The New Scientist reports that Facebook is developing a new facial recognition algorithm so powerful that it can identify individuals even when their faces are hidden or blocked off. Instead the experimental algorithm gathers information based on other unique characteristics like hair style, body shape, and body language. It can even identify individuals based on what types of clothing they typically wear.
"There are a lot of cues we use. People have characteristic aspects, even if you look at them from the back," Yann LeCun, head of artificial intelligence at Facebook, told the New Scientist. "For example, you can recognize Mark Zuckerberg very easily because he always wears a gray T-shirt."
Facebook's A.I. research team tested its new facial recognition algorithm using 40,000 public photos from Flickr. Some of the photos had people's faces clearly visible and some had people's faces turned away from the camera. The algorithm was able to identify people with 83 percent accuracy.
Facebook is hoping to incorporate this algorithm into its recently launched Moments feature. Moments automatically creates collections of photos using certain data like where and when each photo was taken, tagging all recognizable Facebook friends along the way. If this algorithm ends up giving Moments another data set, pretty soon Facebook could also be able to surface all the photos of you taken with a certain friend, even photos where that friend was wearing a Halloween mask.
The impact on you: Social networks relying on facial recognition to create better products is nothing new. The new Google Photos app can even recognize your pets. But even though facial recognition is getting impressively accurate, it doesn't mean that most people have gotten comfortable with the idea of being scanned, identified, and recognized by every tech company.

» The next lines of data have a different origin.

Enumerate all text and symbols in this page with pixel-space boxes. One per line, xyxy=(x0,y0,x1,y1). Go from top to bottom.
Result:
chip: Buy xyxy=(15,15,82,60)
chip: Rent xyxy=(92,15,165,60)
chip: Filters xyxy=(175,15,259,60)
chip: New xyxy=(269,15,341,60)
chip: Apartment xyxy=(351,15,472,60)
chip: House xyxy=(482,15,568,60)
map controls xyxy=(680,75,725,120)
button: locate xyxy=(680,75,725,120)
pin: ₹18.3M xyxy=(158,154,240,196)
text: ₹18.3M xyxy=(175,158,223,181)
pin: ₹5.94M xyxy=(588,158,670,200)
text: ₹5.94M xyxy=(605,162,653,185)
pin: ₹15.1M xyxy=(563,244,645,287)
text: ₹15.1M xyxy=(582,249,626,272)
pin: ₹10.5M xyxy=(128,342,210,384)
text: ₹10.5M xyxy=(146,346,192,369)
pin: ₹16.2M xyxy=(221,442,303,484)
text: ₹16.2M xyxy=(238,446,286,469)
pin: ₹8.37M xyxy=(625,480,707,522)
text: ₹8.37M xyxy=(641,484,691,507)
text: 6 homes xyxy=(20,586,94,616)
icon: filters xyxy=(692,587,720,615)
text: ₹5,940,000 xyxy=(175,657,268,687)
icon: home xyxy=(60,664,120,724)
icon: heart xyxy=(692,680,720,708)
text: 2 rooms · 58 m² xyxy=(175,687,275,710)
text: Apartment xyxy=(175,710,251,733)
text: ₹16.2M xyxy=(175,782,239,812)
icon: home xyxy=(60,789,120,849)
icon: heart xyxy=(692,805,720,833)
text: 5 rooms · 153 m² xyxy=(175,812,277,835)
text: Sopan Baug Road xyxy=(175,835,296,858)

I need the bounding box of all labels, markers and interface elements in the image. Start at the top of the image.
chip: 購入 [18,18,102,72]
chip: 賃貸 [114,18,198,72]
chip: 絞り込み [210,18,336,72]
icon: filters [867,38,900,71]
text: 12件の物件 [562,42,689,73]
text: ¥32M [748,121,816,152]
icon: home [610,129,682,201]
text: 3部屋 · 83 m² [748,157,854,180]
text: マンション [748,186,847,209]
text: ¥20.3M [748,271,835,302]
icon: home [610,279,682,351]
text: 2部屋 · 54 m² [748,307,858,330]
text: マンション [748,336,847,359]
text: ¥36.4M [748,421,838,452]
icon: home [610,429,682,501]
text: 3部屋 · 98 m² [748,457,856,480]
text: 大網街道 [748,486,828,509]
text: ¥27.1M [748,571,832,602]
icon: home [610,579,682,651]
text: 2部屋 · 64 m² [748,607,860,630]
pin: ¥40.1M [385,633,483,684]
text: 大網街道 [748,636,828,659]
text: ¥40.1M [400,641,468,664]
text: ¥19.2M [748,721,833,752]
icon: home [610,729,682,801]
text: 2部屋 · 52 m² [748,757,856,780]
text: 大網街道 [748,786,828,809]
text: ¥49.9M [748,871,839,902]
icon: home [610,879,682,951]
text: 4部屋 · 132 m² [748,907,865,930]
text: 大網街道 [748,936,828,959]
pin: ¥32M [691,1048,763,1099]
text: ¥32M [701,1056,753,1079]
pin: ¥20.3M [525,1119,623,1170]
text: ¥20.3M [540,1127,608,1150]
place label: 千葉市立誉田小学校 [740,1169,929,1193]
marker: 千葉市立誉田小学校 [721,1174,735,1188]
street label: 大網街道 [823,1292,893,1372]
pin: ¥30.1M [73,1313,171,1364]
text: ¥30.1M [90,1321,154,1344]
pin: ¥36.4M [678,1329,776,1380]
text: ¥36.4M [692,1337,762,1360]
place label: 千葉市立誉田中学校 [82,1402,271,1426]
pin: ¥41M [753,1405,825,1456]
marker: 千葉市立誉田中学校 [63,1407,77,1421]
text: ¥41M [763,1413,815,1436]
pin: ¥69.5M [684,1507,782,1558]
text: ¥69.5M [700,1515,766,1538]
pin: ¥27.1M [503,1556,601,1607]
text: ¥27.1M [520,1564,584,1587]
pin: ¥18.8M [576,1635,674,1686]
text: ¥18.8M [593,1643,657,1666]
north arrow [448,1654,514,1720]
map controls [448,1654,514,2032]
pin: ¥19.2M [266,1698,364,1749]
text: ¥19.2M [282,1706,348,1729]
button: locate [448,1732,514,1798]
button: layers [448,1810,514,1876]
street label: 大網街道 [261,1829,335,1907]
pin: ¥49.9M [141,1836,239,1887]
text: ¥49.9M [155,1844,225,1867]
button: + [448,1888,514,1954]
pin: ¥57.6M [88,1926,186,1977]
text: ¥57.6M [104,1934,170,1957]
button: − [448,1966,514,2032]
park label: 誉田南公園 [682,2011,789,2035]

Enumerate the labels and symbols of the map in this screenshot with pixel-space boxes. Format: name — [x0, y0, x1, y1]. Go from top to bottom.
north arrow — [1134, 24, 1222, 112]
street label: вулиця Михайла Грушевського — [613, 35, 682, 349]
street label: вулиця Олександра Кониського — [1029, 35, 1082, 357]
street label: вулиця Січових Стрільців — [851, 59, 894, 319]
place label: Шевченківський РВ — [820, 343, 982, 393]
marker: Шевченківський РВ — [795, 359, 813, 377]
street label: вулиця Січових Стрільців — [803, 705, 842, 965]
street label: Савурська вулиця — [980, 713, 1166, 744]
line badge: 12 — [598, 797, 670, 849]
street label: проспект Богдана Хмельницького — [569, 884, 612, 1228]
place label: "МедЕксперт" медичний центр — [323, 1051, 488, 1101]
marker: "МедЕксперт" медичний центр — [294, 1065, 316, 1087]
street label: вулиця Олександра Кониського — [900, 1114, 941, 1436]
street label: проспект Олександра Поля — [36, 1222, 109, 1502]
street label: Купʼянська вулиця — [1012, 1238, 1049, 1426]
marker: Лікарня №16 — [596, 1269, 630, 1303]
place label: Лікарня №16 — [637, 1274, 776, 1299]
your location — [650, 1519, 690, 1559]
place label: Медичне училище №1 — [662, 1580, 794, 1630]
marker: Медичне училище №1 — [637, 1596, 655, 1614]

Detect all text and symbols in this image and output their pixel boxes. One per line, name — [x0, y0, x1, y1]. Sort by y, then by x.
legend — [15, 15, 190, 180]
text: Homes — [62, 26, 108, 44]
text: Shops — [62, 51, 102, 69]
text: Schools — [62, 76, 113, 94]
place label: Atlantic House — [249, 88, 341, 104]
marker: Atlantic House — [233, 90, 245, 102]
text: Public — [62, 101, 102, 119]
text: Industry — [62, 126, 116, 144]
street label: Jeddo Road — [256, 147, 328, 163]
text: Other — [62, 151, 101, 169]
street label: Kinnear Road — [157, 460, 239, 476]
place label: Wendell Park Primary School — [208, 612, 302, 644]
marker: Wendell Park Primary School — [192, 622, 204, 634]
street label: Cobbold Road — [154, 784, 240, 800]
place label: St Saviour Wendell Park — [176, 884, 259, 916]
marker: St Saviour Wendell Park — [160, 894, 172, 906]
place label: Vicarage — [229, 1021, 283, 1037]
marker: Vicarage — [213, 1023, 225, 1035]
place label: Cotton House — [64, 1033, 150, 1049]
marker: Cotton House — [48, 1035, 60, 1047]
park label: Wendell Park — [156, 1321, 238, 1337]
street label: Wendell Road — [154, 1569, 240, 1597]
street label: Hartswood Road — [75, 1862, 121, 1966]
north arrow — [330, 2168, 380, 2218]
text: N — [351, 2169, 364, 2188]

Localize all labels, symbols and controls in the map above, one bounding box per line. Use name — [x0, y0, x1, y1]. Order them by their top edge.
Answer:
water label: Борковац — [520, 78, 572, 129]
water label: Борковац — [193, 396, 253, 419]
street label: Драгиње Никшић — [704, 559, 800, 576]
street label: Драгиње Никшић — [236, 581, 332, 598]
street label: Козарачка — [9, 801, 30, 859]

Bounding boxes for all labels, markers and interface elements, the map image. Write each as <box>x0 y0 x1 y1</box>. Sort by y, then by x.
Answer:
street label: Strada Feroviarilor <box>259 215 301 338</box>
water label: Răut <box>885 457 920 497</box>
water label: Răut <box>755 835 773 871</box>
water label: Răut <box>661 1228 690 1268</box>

LeCun argues that the Facebook algorithm can be used to alert people whenever a photo of them surfaces on the web. But the flipside has raised serious privacy concerns. Even Tim Cook has expressed his concern. "You might like these so-called free services [from Facebook and Google], but we don't think they're worth having your email or your search history or now even your family photos data-mined and sold off for God knows what advertising purpose," the Apple CEO said at a recent event.